Renate Koppe: Wir sind bei allen Diskussionen, zum Beispiel wenn es um Tarifforderungen geht, aktiv. Aber wir stellen fest, dass unsere Forderungen nur sehr begrenzt oben ankommen. Obwohl wir mitkriegen, dass solche Forderungen auch andernorts aufgestellt und geteilt werden, so zum Beispiel bei den Festbeträgen zur Stärkung der unteren Lohngruppen.

Als Betriebsgruppe arbeiten wir selbstständig, wir treffen uns regelmäßig einmal im Monat und es redet uns keiner rein, was für Flugblätter wir rausgeben oder ähnliches.

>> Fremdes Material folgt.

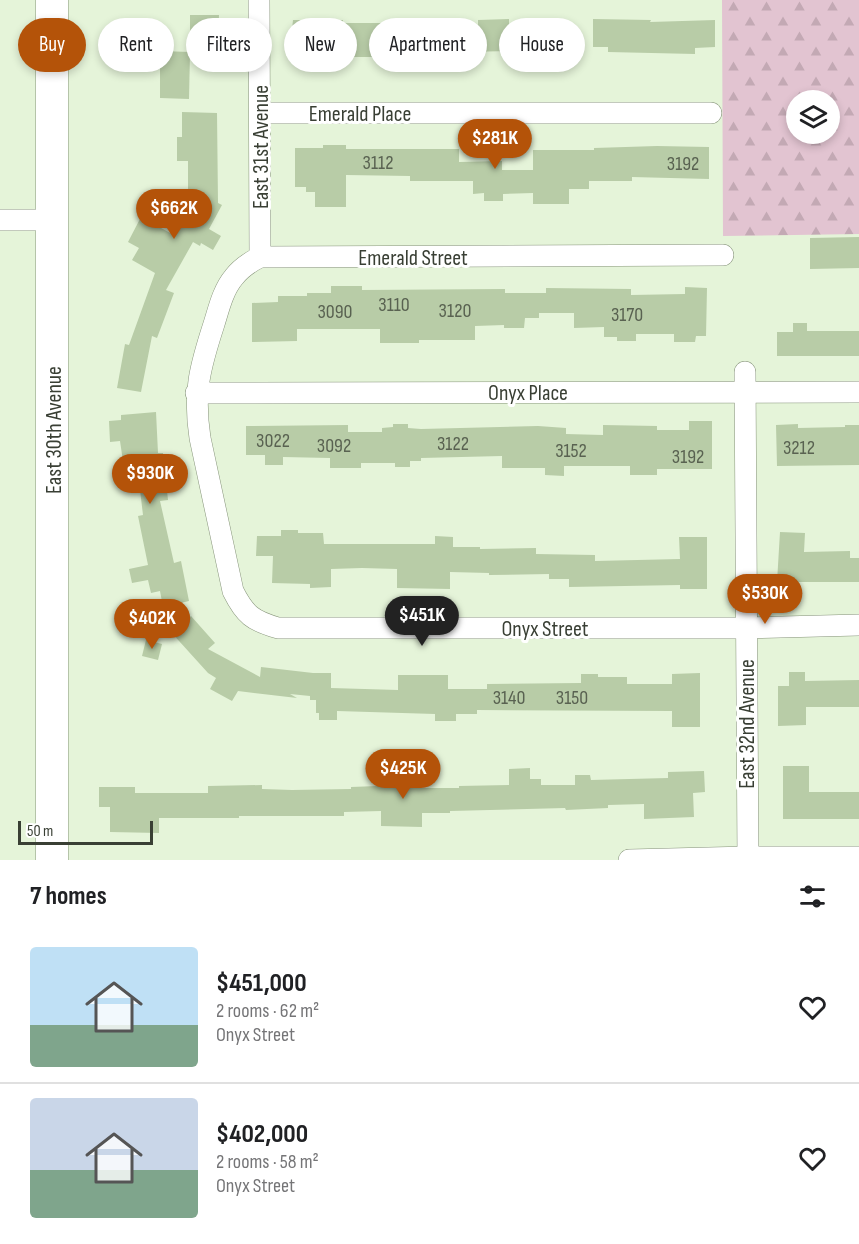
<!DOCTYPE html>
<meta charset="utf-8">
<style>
:root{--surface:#fff;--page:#f2f2f2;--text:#202124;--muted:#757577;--line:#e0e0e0;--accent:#b45309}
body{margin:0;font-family:"Sofia Sans Condensed",sans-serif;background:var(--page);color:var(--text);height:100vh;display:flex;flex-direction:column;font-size:22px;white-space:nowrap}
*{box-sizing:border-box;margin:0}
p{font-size:20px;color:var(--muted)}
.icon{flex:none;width:33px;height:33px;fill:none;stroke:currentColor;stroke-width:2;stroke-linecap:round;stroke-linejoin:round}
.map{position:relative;height:860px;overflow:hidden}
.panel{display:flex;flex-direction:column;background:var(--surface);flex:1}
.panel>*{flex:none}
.top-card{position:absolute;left:18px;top:18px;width:824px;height:54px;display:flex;gap:12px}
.controls{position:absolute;left:786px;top:90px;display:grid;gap:12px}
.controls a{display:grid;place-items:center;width:54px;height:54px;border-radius:50%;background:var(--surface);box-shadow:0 3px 9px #0003;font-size:30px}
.scale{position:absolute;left:18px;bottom:15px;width:135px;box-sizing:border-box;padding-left:6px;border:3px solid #393f34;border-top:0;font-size:16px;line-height:21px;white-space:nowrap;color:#393f34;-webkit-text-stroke:4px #fff;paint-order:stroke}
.price{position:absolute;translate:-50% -51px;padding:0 14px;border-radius:21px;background:var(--accent);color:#fff;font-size:20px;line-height:39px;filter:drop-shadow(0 2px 3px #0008)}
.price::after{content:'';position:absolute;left:50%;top:36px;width:18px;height:14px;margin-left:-9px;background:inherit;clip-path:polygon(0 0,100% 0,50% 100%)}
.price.on{background:#222;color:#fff}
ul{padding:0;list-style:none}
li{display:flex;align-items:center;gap:18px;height:150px;padding:0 30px}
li+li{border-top:2px solid var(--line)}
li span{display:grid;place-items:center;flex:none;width:168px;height:120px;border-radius:6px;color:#555}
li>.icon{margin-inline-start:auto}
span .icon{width:72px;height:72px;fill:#fffc;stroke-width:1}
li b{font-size:26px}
h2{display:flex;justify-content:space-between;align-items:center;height:72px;padding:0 30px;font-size:26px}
.pill{padding:0 21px;border-radius:27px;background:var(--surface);box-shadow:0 3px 9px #0003;font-size:21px;line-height:54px}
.pill.on{background:var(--accent);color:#fff}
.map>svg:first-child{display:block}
.forest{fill:url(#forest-firs);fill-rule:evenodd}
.building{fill:#b8cca7}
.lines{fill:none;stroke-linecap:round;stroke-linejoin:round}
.street-casing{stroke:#86937a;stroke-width:22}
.primary-casing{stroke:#86937a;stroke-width:33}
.street{stroke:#fff;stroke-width:21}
.primary{stroke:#fff;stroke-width:32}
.labels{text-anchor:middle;stroke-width:6;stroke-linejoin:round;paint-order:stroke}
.number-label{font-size:20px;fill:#596251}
.street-label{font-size:22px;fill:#393f34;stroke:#fff}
</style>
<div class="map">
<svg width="859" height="860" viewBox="0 0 859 860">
<defs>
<pattern id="forest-firs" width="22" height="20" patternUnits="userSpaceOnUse" patternTransform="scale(1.5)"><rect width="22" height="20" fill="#e2c4d1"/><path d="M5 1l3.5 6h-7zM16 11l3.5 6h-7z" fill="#c3a9b4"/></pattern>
</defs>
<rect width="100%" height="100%" fill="#e5f4d9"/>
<!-- forest -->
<path class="forest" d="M722 0H859V234L723 236ZM796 100H830V134H796Z"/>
<!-- building -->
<g class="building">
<polygon points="190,15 219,15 218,40 190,40"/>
<polygon points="509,19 509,24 560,23 560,47 509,48 510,51 463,52 463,58 413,59 413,57 354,57 354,42 308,37 306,60 289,58 293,20 343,20 343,23 405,23 405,31 478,30 478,20"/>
<polygon points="593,19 651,20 650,22 715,20 715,47 695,48 695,54 608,52 608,47 593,47"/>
<polygon points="160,51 190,52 189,99 160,98"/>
<polygon points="182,112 217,113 218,203 222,205 209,229 221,236 213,250 201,243 200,246 193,242 166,290 174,293 157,338 152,336 141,392 117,388 125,344 129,345 155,273 132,260 139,248 128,242 141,217 172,234 188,205 188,161 177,161 177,137 182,137"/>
<polygon points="323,145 346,145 346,149 459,149 459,162 502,161 502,170 533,170 533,150 594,150 594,148 657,146 709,147 709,179 632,177 632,181 589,181 589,189 569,189 569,204 533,204 533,193 503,194 503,201 484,201 484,193 473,194 473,181 410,181 410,176 346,175 346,207 315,207 315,192 306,192 306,187 295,187 295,148 323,148"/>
<polygon points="859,237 859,268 810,269 810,238"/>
<polygon points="331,286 362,286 362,290 505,289 505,293 546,293 546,288 631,289 631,295 685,294 685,287 707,288 706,336 696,336 695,342 674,342 674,334 636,334 636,341 617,341 617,337 604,337 604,327 574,328 574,313 539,313 539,318 525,318 524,328 504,328 504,325 475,326 475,340 419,340 419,343 380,343 380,329 297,329 297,341 252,342 252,303 278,302 278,296 307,296 307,293 331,293"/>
<polygon points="793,323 807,323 807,331 859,331 859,356 777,356 777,332 793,332"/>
<polygon points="156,412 158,453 163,453 168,500 160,501 174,563 181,561 189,601 163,607 160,591 151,593 148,580 132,583 129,569 148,565 138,516 143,515 138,473 125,475 120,441 110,442 109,421 121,420 121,415"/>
<polygon points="689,421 712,421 712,469 657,469 657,475 630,475 630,466 564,466 564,476 545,475 545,468 502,468 502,456 421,458 421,461 410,461 410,467 395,467 395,463 361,463 361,468 330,468 330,458 283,457 283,465 265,465 265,455 246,455 246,426 348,425 348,432 382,432 382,428 393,427 393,424 408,424 408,428 421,429 538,426 566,428 566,434 603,435 603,425 657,426 657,430 689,430"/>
<polygon points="798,424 798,428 845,427 845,425 859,425 859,465 777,466 776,425"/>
<polygon points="281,530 298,530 298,533 323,533 324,544 435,544 435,536 453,537 453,547 480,547 480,549 536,548 536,554 595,555 595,561 680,559 679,537 707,537 707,589 680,589 680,585 569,587 569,579 549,579 549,574 489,575 489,573 450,572 450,589 397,588 397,569 362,568 331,569 331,587 310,588 310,584 272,583 273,556 256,556 257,536 281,536"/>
<polygon points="780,532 805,533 804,552 850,551 850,558 859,558 859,582 777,582"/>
<polygon points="191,616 215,643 208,649 260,677 261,667 313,673 331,673 331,688 398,690 398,675 448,675 448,689 487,689 487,684 581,683 581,674 598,674 598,677 627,677 627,684 672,684 672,674 700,673 700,727 672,727 672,711 477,710 477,714 456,714 456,721 435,721 435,714 337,711 337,720 319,720 319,713 316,713 316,700 310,700 310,696 290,694 297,698 238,691 232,701 210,689 216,678 208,673 170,631 172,630 174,631"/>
<polygon points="146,640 162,644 158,660 142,656"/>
<polygon points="789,672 805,672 805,681 859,680 859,707 806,707 806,725 778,726 778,686 789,686"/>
<polygon points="783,766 809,766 809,792 859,792 859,819 783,819"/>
<polygon points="530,768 530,779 541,779 541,785 575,785 575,775 590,775 591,780 668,778 668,772 704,771 705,792 693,793 694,817 644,819 644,804 608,805 608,808 566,810 565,808 450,811 450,813 422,813 422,827 381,826 381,811 344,812 344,816 239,816 239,818 159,818 159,833 110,832 110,807 99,807 99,787 135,787 135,793 208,793 208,786 262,785 262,789 292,790 351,789 351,787 378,786 378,779 398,779 418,780 418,788 459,788 459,786 509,785 509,769"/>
</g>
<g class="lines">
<defs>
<g id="street">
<polyline points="259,0 260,257"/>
<polyline points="260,113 711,113"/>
<polyline points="0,220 53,220"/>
<path d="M723 255 260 257C250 262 241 268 234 277 223 290 219 308 214 324 200 367 193 392 200 438L233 591C245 615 253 621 278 628H746L859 625"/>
<polyline points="745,372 748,860"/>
<polyline points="196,393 859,392"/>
<polyline points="629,860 748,857 859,857"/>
</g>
<polyline id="primary" points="52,860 52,0"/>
</defs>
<!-- street casing -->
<use href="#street" class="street-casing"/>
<!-- primary casing -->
<use href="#primary" class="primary-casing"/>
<!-- street -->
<use href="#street" class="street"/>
<!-- primary -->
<use href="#primary" class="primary"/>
</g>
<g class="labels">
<!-- number labels -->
<g class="number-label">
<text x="378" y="169">3112</text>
<text x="683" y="170">3192</text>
<text x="394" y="311">3110</text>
<text x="455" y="317">3120</text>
<text x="335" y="318">3090</text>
<text x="627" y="321">3170</text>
<text x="273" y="447">3022</text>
<text x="453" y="450">3122</text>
<text x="334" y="452">3092</text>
<text x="799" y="454">3212</text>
<text x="571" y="457">3152</text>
<text x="688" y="463">3192</text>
<text x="509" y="704">3140</text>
<text x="572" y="704">3150</text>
</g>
<!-- street labels -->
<g class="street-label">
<text x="360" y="121">Emerald Place</text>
<text transform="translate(260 147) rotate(-90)" y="8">East 31st Avenue</text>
<text x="413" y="265">Emerald Street</text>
<text x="528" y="400">Onyx Place</text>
<text transform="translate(53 430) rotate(-90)" y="8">East 30th Avenue</text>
<text x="545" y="636">Onyx Street</text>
<text transform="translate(746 724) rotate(-90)" y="8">East 32nd Avenue</text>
</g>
</g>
</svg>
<div class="controls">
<a><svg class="icon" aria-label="layers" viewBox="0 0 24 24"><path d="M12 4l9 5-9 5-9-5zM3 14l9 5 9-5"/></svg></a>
</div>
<div class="scale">50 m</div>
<b class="price" style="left:495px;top:170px">$281K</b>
<b class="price" style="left:174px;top:240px">$662K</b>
<b class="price" style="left:150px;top:505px">$930K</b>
<b class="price" style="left:765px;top:625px">$530K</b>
<b class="price on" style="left:422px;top:647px">$451K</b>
<b class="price" style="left:152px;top:650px">$402K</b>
<b class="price" style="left:403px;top:800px">$425K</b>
<div class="top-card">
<a class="pill on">Buy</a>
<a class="pill">Rent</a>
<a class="pill">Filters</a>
<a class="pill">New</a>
<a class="pill">Apartment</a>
<a class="pill">House</a>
</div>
</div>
<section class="panel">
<h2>7 homes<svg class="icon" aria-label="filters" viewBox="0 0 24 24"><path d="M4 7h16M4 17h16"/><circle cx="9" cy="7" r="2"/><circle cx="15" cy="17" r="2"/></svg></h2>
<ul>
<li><span style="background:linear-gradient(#bfe0f5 65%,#7fa58c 0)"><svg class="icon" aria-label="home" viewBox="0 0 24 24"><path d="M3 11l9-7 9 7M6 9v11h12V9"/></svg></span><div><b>$451,000</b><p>2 rooms · 62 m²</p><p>Onyx Street</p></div><svg class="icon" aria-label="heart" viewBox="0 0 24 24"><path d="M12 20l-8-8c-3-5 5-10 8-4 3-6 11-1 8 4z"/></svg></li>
<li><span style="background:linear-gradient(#c9d6e8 60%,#7fa58c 0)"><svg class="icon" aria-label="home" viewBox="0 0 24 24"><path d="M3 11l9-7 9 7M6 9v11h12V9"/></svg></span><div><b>$402,000</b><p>2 rooms · 58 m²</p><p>Onyx Street</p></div><svg class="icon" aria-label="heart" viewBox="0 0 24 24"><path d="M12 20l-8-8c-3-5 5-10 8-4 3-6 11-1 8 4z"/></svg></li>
</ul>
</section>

Aber Forderungen nach oben hin durchzusetzen – gerade auch in Tarifauseinandersetzungen – das ist sehr schwierig, gerade wenn es um weitergehende Forderungen geht. Das scheint mir allerdings in allen großen Gewerkschaften schwierig zu sein, nicht nur bei ver.di.

UZ: ver.di legt sehr viel Wert darauf, dass die Mitglieder das Sagen haben und nicht die Hauptamtlichen. Wie ist hier das Verhältnis?

Renate Koppe: Nun, spätestens mit der Zusammenlegung der Bezirke 2018 sind Lücken gerissen worden, die wir als Mitglieder füllen müssen. Gleichzeitig wird gesagt, man müsse die ehrenamtliche Arbeit stärken. Das passiert aber gerade nicht. Riesige Bezirke bedeuten einen riesigen Aufwand für diejenigen, die auf dieser Ebene Funk­tionen übernehmen. Dadurch sinkt auch die Bereitschaft, diese Aufgaben zu übernehmen. Gewerkschaftssekretärinnen und -sekretäre, die diese großen Gebiete betreuen müssen, sind überlastet.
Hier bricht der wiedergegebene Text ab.